• **WHAT IS NEEDED**
Return the listing in full and exactly, but without a single picture.

• **INFORMATION GIVEN**

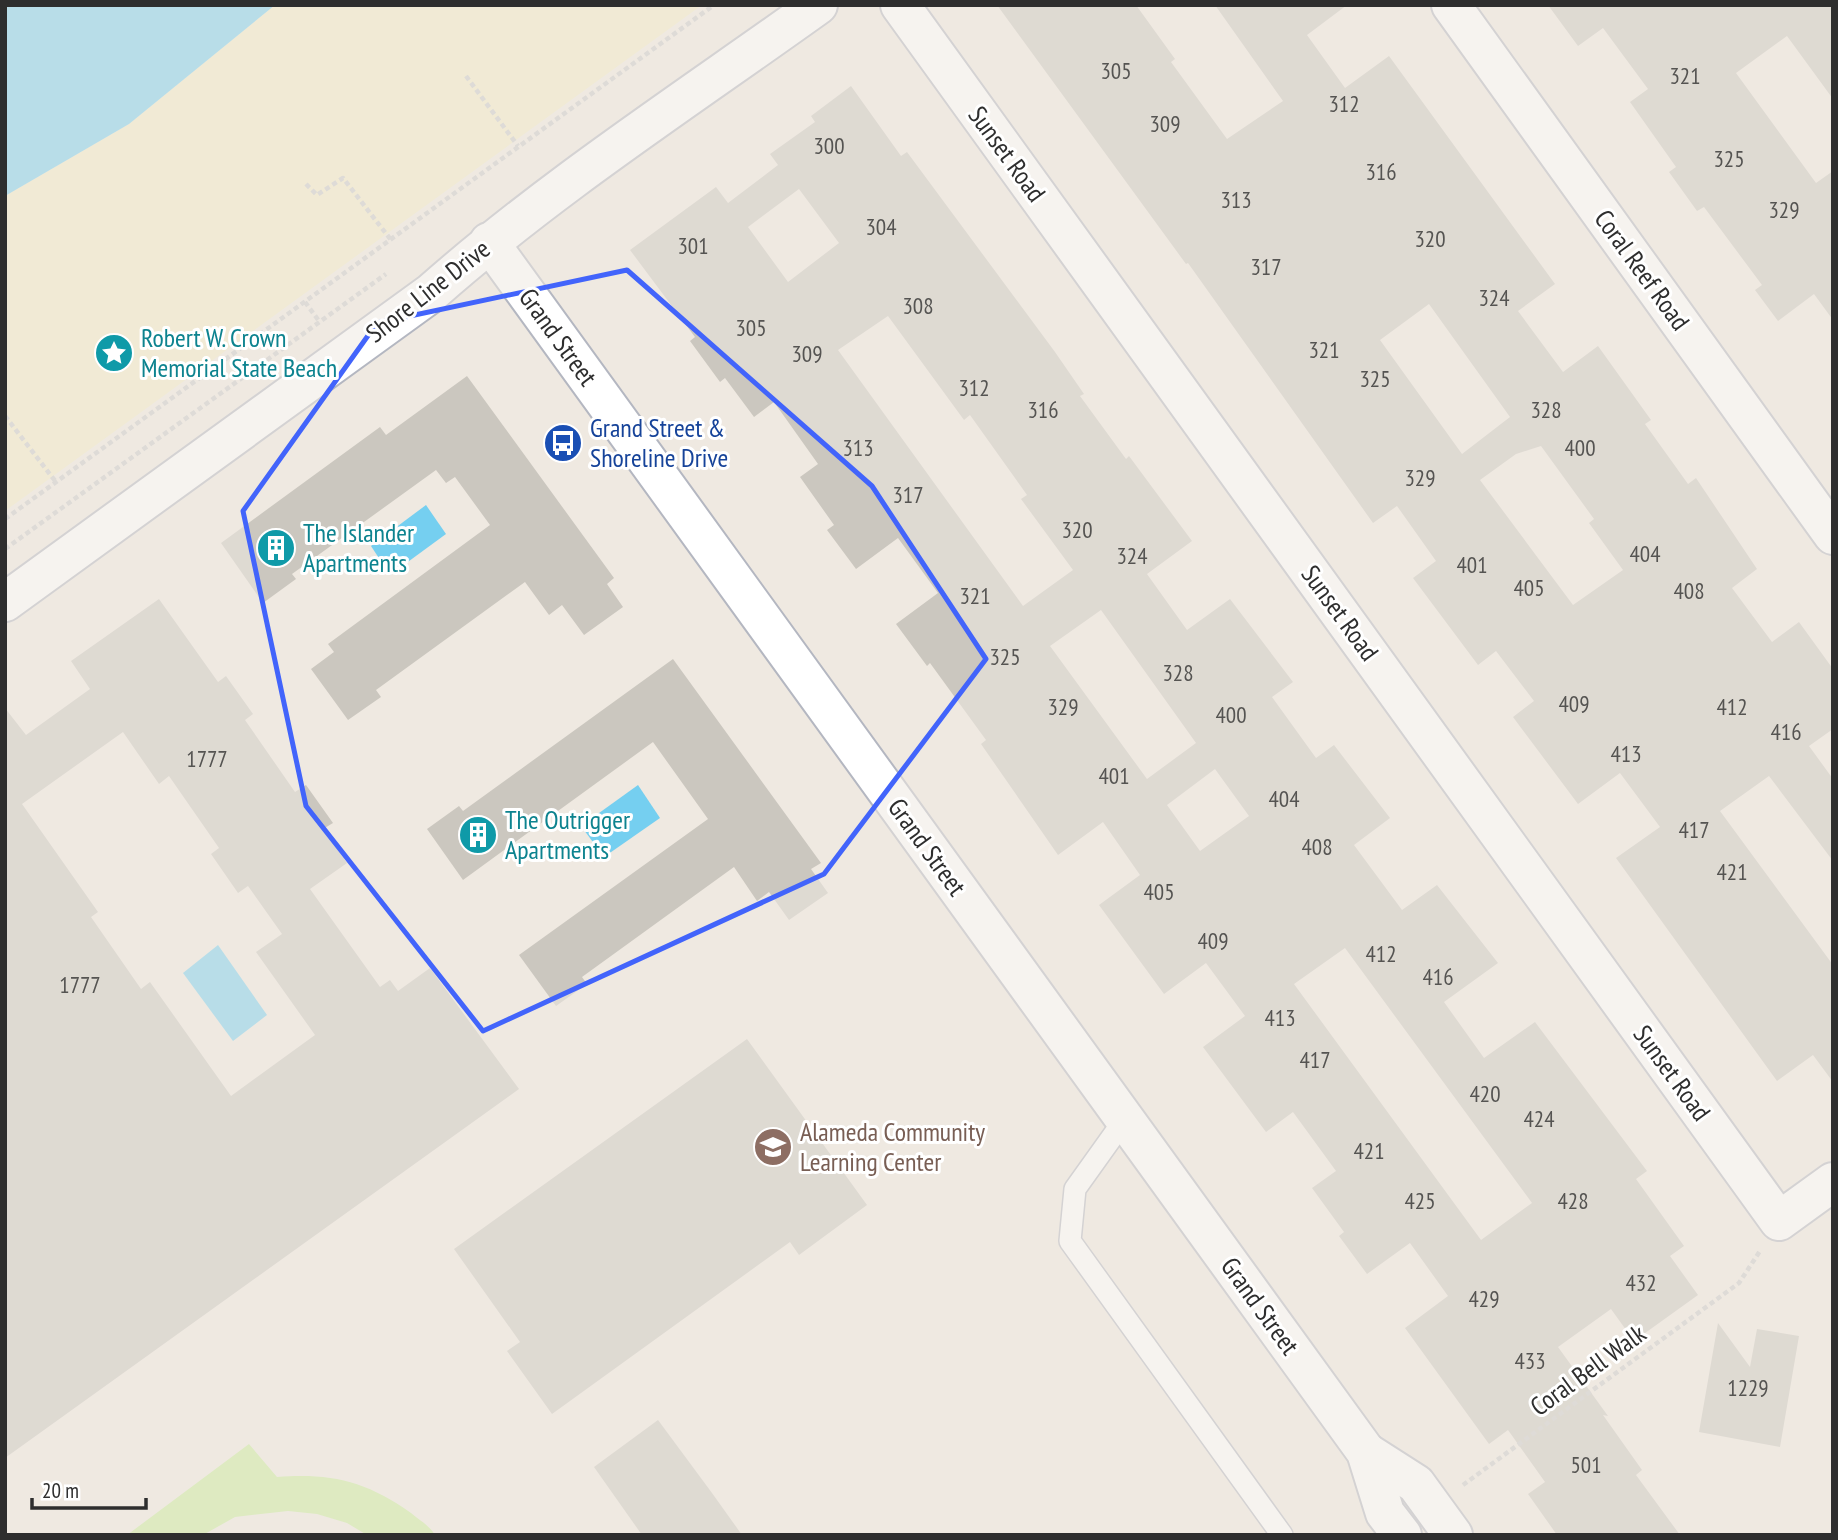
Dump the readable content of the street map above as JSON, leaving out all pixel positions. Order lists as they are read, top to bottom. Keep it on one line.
{"streets":{"street":["Sunset Road","Coral Reef Road","Shore Line Drive","Grand Street"],"path":["Coral Bell Walk"]},"crossings":[["Sunset Road","Coral Bell Walk"],["Shore Line Drive","Grand Street"],["Grand Street","Coral Bell Walk"]],"places":{"place":["Robert W. Crown Memorial State Beach"],"bus stop":["Grand Street & Shoreline Drive"],"building":["The Islander Apartments","The Outrigger Apartments"],"school or university":["Alameda Community Learning Center"]},"house_numbers":["305","321","312","309","300","325","316","313","329","304","320","301","317","324","308","305","321","309","325","312","316","328","313","400","329","317","320","404","324","401","405","408","321","325","328","409","329","412","400","416","413","1777","401","404","417","408","421","405","409","412","416","1777","413","417","420","424","421","425","428","432","429","433","1229","501"],"scale_bar":"20 m"}
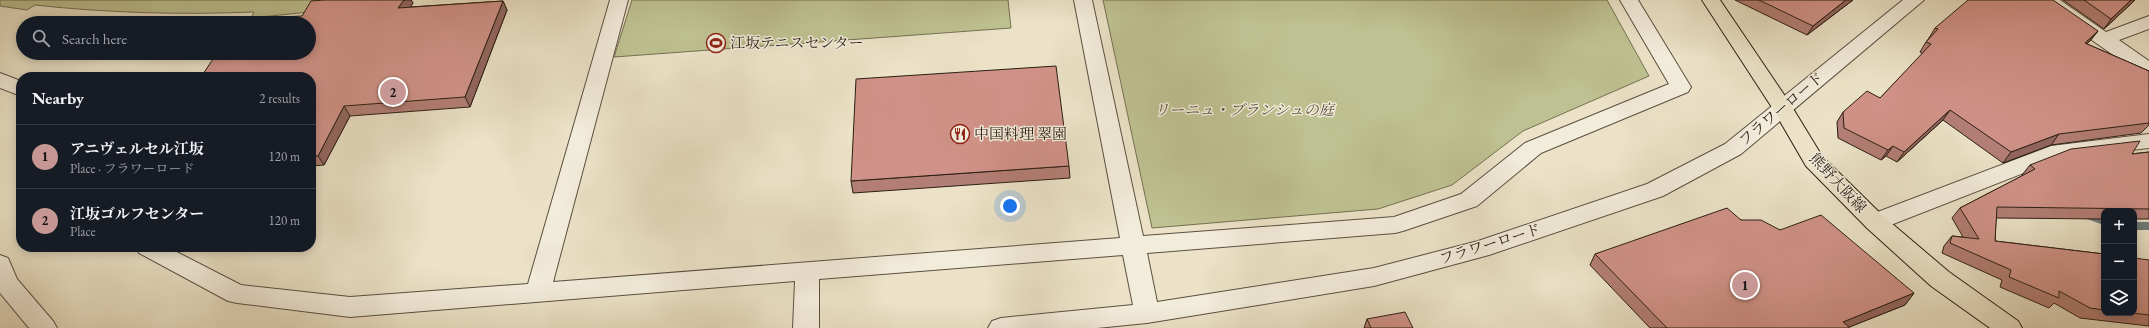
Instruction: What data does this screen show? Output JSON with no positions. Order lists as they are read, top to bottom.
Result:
{
  "streets": {
    "main road": ["熊野大阪線"],
    "street": ["フラワーロード"]
  },
  "crossings": [
    ["フラワーロード", "熊野大阪線"]
  ],
  "parks": ["リーニュ・ブランシュの庭"],
  "places": {
    "sports": ["江坂テニスセンター"],
    "restaurant": ["中国料理 翠園"]
  },
  "page": {
    "search": "Search here",
    "heading": ["Nearby", "2 results"],
    "pins": ["2", "1"],
    "list": [
      {
        "mark": "1",
        "name": "アニヴェルセル江坂",
        "note": "Place · フラワーロード",
        "value": "120 m"
      },
      {
        "mark": "2",
        "name": "江坂ゴルフセンター",
        "note": "Place",
        "value": "120 m"
      }
    ],
    "map_buttons": ["+", "−"]
  }
}
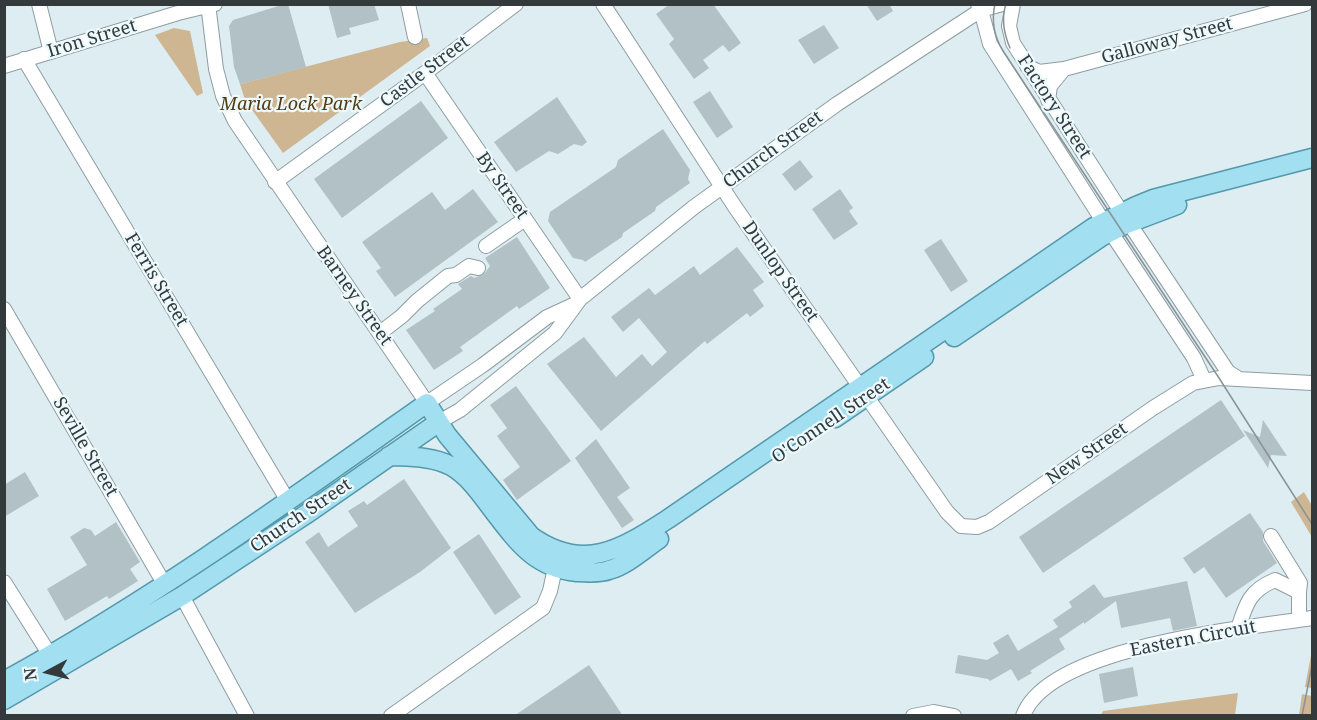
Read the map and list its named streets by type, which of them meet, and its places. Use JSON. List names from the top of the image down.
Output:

• **EXERCISE SOLUTION**
Dump the readable content of the street map above as JSON, leaving out all pixel positions. Order lists as they are read, top to bottom. Keep it on one line.
{"streets":{"street":["Sunset Road","Coral Reef Road","Shore Line Drive","Grand Street"],"path":["Coral Bell Walk"]},"crossings":[["Sunset Road","Coral Bell Walk"],["Shore Line Drive","Grand Street"],["Grand Street","Coral Bell Walk"]],"places":{"place":["Robert W. Crown Memorial State Beach"],"bus stop":["Grand Street & Shoreline Drive"],"building":["The Islander Apartments","The Outrigger Apartments"],"school or university":["Alameda Community Learning Center"]},"house_numbers":["305","321","312","309","300","325","316","313","329","304","320","301","317","324","308","305","321","309","325","312","316","328","313","400","329","317","320","404","324","401","405","408","321","325","328","409","329","412","400","416","413","1777","401","404","417","408","421","405","409","412","416","1777","413","417","420","424","421","425","428","432","429","433","1229","501"],"scale_bar":"20 m"}
Instruction: What data does this screen show? Output JSON with no positions. Order lists as they are read, top to bottom.
Result:
{
  "streets": {
    "main road": ["熊野大阪線"],
    "street": ["フラワーロード"]
  },
  "crossings": [
    ["フラワーロード", "熊野大阪線"]
  ],
  "parks": ["リーニュ・ブランシュの庭"],
  "places": {
    "sports": ["江坂テニスセンター"],
    "restaurant": ["中国料理 翠園"]
  },
  "page": {
    "search": "Search here",
    "heading": ["Nearby", "2 results"],
    "pins": ["2", "1"],
    "list": [
      {
        "mark": "1",
        "name": "アニヴェルセル江坂",
        "note": "Place · フラワーロード",
        "value": "120 m"
      },
      {
        "mark": "2",
        "name": "江坂ゴルフセンター",
        "note": "Place",
        "value": "120 m"
      }
    ],
    "map_buttons": ["+", "−"]
  }
}
Read the map and list its named streets by type, which of them meet, and its places. Use JSON. List names from the top of the image down.
Output:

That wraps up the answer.